* WHAT YOU ARE ASKED TO DO: Would you please copy the part of the material below that opens with the line containing "0,100% 100%,50% 72%,0" and closes with the line containing "const shape = rows"? Copy it exactly, and only it.

* RAW DATA:
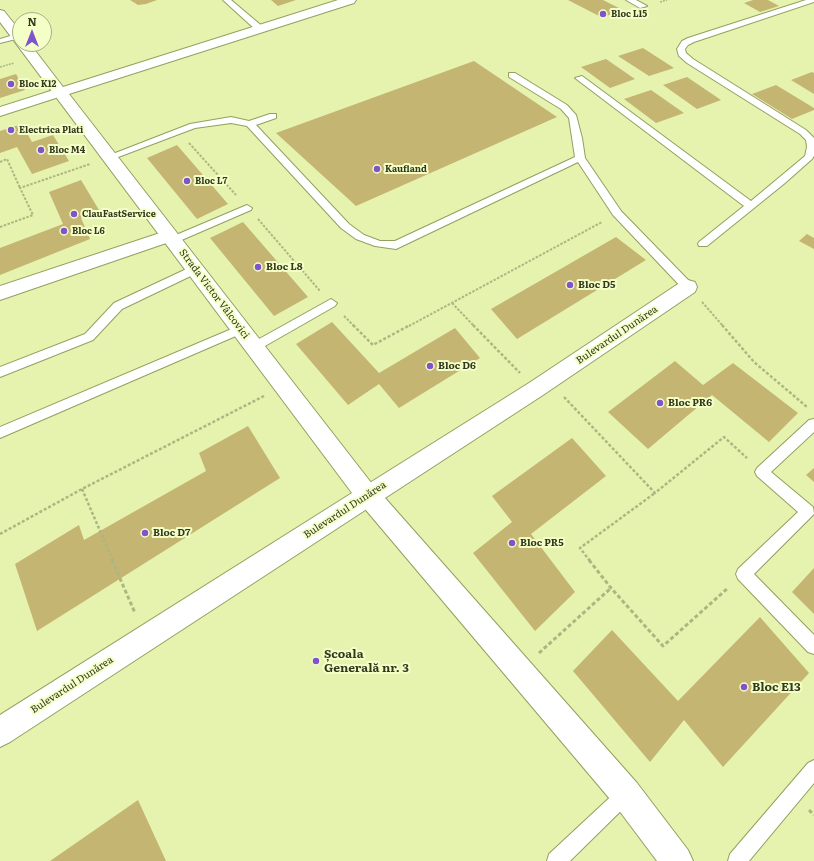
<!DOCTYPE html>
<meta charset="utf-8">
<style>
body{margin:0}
#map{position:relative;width:814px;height:861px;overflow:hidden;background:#e6f3af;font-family:Literata,serif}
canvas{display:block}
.north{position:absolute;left:12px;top:12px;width:40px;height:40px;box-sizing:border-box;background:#f4ffc8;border:1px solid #a7af84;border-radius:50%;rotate:0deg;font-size:11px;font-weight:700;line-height:16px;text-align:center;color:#33381d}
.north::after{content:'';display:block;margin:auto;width:14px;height:18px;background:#7f53cc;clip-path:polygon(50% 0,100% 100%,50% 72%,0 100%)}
</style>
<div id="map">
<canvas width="814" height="861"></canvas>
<div class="north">N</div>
</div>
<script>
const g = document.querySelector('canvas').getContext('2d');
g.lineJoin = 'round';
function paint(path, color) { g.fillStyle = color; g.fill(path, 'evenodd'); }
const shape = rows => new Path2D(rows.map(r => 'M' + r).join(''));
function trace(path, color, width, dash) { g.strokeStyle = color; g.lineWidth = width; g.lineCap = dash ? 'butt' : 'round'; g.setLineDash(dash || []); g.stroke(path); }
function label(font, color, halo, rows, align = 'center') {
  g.font = font + ' Literata,serif'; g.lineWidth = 4; g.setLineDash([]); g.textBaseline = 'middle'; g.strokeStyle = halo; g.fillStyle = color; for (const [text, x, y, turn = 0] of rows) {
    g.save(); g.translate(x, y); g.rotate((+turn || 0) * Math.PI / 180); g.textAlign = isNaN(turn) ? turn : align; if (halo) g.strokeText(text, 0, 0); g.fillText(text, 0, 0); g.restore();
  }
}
const building = shape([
 [130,0,157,0,146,4,138,5],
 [271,0,296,0,278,6],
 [568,0,603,0,621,9,603,18],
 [753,0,768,0,779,6,760,12,744,3],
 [643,48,674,68,649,76,618,56],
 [606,59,635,79,610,88,581,67],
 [474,61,557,117,356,206,276,133],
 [812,72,814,73,814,94,791,80],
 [16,74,25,90,0,98,0,79],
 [687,77,721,100,697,109,663,85],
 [776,85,814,108,814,110,792,119,752,94],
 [651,90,684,113,656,123,624,99],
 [22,124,32,142,53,135,69,161,32,174,17,147,0,153,0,131],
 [177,145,228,204,197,219,147,158],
 [81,180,99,210,81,218,90,239,0,275,0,248,63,224,49,192],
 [243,222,308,297,274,316,210,238],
 [807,234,814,238,814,249,799,241],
 [616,237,646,260,517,339,491,309],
 [332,322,379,373,455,328,480,358,399,408,379,384,348,405,296,344],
 [675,361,703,385,733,363,798,413,769,442,712,395,648,449,608,412],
 [248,426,280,478,37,631,15,564,79,525,84,540,206,471,199,453],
 [572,438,606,476,531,534,575,592,535,631,473,553,512,522,492,496],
 [814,468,814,482,806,475],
 [814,568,814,614,792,592],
 [760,617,809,673,723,767,684,720,650,762,573,671,612,630,678,701],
 [138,800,166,861,50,861]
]);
const pathFar3 = shape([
 [660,2,667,0],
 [0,67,14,63]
]);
const pathFar2 = shape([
 [189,143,236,195],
 [0,162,7,159,20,188],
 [258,219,320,291],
 [0,227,33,215,20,188,90,164],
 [702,302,723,326],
 [452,303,474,326],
 [344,316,354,326],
 [409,326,602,222]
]);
const pathFar1 = shape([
 [353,325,373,345,410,325],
 [473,325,520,373],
 [722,325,754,362,807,407],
 [564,397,655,493,724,437,747,458],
 [82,489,113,561],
 [0,534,82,489,264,396],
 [590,561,580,548,655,493]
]);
const path = shape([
 [112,560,135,613],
 [589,560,611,588,663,646,728,588],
 [539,653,611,588],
 [809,810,814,815]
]);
const service = shape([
 [223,0,231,0,263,27,263,31,257,31,223,0],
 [626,0,636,0,647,6,640,8,626,0],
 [806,0,814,0,814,2,694,42,688,45,685,49,686,53,693,59,806,130,814,138,814,156,812,159,785,183,707,246,699,246,698,244,699,242,744,206,575,78,582,76,751,201,805,156,807,147,806,140,800,134,687,63,679,56,677,49,682,41,688,38,806,0],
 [17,34,20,34,20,38,0,43,0,39,17,34],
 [509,73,515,73,567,105,576,115,582,138,585,158,621,211,692,284,694,287,692,290,684,290,613,215,578,162,396,249,375,246,356,239,341,228,247,126,231,123,195,128,113,159,107,159,105,157,190,124,231,117,249,121,270,114,276,114,276,118,256,125,349,224,364,235,380,241,395,241,575,157,569,118,561,109,509,77,509,73],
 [247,205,252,208,251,210,177,242,173,243,168,240,169,238,247,205],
 [195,265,200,269,199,272,122,309,93,340,0,377,0,367,85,334,114,303,195,265],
 [331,299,337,303,335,306,258,350,250,350,248,347,250,344,331,299],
 [241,325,245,326,247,329,245,332,0,438,0,427,241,325],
 [814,419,814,432,771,472,813,507,814,514,754,574,814,635,814,654,808,652,738,579,736,574,738,569,798,512,757,476,755,472,757,468,809,420,814,419],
 [814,760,814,783,749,861,728,861,730,854,808,763,814,760],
 [626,785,632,788,635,794,632,800,570,861,547,861,549,854,620,788,626,785]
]);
const minor = shape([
 [60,88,65,89,67,92,65,95,0,116,0,107,60,88],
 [169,230,175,232,178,236,175,240,0,300,0,286,169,230],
 [688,280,695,282,697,287,695,292,543,395,385,498,637,783,688,850,693,861,657,861,615,805,360,503,356,496,360,489,529,383,681,282,688,280]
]);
const tertiary = shape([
 [338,0,356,0,354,3,69,94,376,489,380,496,376,503,10,742,0,747,0,715,352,493,0,22,0,10,4,11,20,31,20,44,30,44,63,87,338,0]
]);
const markers = [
 [603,14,4,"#7f53cc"],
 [11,84,4,"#7f53cc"],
 [11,130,4,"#7f53cc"],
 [41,150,4,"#7f53cc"],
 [377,169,4,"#7f53cc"],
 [187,181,4,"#7f53cc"],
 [74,214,4,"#7f53cc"],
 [64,231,4,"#7f53cc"],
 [258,267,4,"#7f53cc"],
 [570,285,4,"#7f53cc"],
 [430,366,4,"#7f53cc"],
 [660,403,4,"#7f53cc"],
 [145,533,4,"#7f53cc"],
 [512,543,4,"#7f53cc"],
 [316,661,4,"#7f53cc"],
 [744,687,4,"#7f53cc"]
];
const farPoinames = [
 ["Bloc L15",611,14],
 ["Bloc K12",19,84],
 ["Electrica Plati",19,130],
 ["Bloc M4",49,150],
 ["Kaufland",385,169],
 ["Bloc L7",195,181],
 ["ClauFastService",82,214],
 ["Bloc L6",72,231]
];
const poiNames = [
 ["Bloc L8",266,267],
 ["Bloc D5",578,285],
 ["Bloc D6",438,366],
 ["Bloc PR6",668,403],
 ["Bloc D7",153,533],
 ["Bloc PR5",520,543]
];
const streetNames = [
 ["Strada Victor Vâlcovici",214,294,53],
 ["Bulevardul Dunărea",617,335,-34],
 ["Bulevardul Dunărea",345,510,-33],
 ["Bulevardul Dunărea",72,685,-33]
];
const nearPoinames = [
 ["Școala",324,654],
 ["Generală nr. 3",324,668],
 ["Bloc E13",752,687]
];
paint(building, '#c4b572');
trace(service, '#949f5f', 2);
trace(minor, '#949f5f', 2);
trace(tertiary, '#949f5f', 2);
trace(pathFar3, '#acb680', 1.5, [2, 1]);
trace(pathFar2, '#acb680', 2, [2.5, 1.5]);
trace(pathFar1, '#acb680', 2.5, [3, 2]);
trace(path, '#acb680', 3, [4, 2.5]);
paint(service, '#fff');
paint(minor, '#fff');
paint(tertiary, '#fff');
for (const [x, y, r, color] of markers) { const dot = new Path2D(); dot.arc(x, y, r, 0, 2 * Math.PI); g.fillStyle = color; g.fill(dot); trace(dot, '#f4ffc8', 1.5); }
label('bold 9px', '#33381d', '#f4ffc8', farPoinames, 'left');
label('bold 10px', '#33381d', '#f4ffc8', poiNames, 'left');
label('10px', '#33381d', '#f4ffc8', streetNames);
label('bold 12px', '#33381d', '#f4ffc8', nearPoinames, 'left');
</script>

* OUTPUT:
.north::after{content:'';display:block;margin:auto;width:14px;height:18px;background:#7f53cc;clip-path:polygon(50% 0,100% 100%,50% 72%,0 100%)}
</style>
<div id="map">
<canvas width="814" height="861"></canvas>
<div class="north">N</div>
</div>
<script>
const g = document.querySelector('canvas').getContext('2d');
g.lineJoin = 'round';
function paint(path, color) { g.fillStyle = color; g.fill(path, 'evenodd'); }
const shape = rows => new Path2D(rows.map(r => 'M' + r).join(''));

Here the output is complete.